=== Begin Enclosure ===
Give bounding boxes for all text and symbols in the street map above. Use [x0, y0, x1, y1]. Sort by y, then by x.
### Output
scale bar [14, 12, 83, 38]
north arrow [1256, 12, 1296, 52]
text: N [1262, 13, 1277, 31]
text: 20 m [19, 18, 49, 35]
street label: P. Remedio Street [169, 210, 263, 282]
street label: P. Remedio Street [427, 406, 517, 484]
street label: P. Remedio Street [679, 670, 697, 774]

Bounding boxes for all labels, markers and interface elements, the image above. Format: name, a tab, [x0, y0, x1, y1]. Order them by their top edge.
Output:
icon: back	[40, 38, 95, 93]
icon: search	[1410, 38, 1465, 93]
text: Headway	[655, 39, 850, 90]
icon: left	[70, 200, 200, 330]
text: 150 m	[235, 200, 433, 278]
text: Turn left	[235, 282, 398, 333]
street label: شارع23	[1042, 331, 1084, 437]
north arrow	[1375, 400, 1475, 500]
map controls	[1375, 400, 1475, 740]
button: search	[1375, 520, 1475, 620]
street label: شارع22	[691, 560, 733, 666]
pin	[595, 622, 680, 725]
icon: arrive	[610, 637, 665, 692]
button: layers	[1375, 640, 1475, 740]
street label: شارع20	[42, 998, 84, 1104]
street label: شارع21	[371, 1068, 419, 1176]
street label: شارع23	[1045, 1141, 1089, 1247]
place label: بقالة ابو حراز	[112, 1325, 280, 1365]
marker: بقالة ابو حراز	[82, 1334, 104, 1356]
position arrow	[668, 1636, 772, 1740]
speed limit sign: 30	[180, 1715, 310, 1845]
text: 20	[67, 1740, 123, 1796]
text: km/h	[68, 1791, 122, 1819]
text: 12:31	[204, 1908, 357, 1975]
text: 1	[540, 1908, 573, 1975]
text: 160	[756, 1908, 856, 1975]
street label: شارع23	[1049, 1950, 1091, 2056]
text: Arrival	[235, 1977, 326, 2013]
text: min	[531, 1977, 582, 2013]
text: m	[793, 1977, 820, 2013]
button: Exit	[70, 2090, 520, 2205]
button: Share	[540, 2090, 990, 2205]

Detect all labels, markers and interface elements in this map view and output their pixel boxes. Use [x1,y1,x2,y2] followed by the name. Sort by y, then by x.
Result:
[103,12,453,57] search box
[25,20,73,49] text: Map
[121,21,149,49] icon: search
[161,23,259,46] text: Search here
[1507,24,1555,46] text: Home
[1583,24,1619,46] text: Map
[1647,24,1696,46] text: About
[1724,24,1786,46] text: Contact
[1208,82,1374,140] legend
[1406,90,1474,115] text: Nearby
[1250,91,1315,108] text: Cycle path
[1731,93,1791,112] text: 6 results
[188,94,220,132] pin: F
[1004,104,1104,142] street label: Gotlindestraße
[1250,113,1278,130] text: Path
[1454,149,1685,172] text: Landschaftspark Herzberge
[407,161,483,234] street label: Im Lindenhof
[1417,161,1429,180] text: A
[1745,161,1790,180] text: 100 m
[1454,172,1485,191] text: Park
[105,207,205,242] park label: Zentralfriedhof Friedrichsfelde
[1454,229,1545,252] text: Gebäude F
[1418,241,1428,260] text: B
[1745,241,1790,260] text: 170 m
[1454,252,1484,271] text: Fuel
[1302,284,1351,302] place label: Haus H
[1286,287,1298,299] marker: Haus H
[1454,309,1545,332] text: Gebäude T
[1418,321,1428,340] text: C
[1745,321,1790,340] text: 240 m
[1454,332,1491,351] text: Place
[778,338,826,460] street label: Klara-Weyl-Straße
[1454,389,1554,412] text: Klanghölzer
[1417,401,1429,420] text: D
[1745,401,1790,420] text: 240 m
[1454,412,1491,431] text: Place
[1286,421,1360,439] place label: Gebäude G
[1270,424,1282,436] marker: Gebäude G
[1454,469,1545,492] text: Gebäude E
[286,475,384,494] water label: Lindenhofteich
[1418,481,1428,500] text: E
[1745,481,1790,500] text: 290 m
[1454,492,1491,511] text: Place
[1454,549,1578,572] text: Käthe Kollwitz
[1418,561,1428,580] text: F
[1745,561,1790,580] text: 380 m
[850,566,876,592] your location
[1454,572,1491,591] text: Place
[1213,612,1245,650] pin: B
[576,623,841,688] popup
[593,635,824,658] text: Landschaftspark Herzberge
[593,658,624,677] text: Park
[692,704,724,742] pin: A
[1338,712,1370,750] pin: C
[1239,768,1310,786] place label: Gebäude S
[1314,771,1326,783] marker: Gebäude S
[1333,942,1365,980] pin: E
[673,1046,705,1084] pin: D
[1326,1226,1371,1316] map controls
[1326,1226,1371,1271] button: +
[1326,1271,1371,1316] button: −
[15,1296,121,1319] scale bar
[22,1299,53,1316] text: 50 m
=== End Enclosure ===
Look through the data above. Copy every line with the string "controls" in it.

» Output for this exercise:
map controls	[1375, 400, 1475, 740]
[1326,1226,1371,1316] map controls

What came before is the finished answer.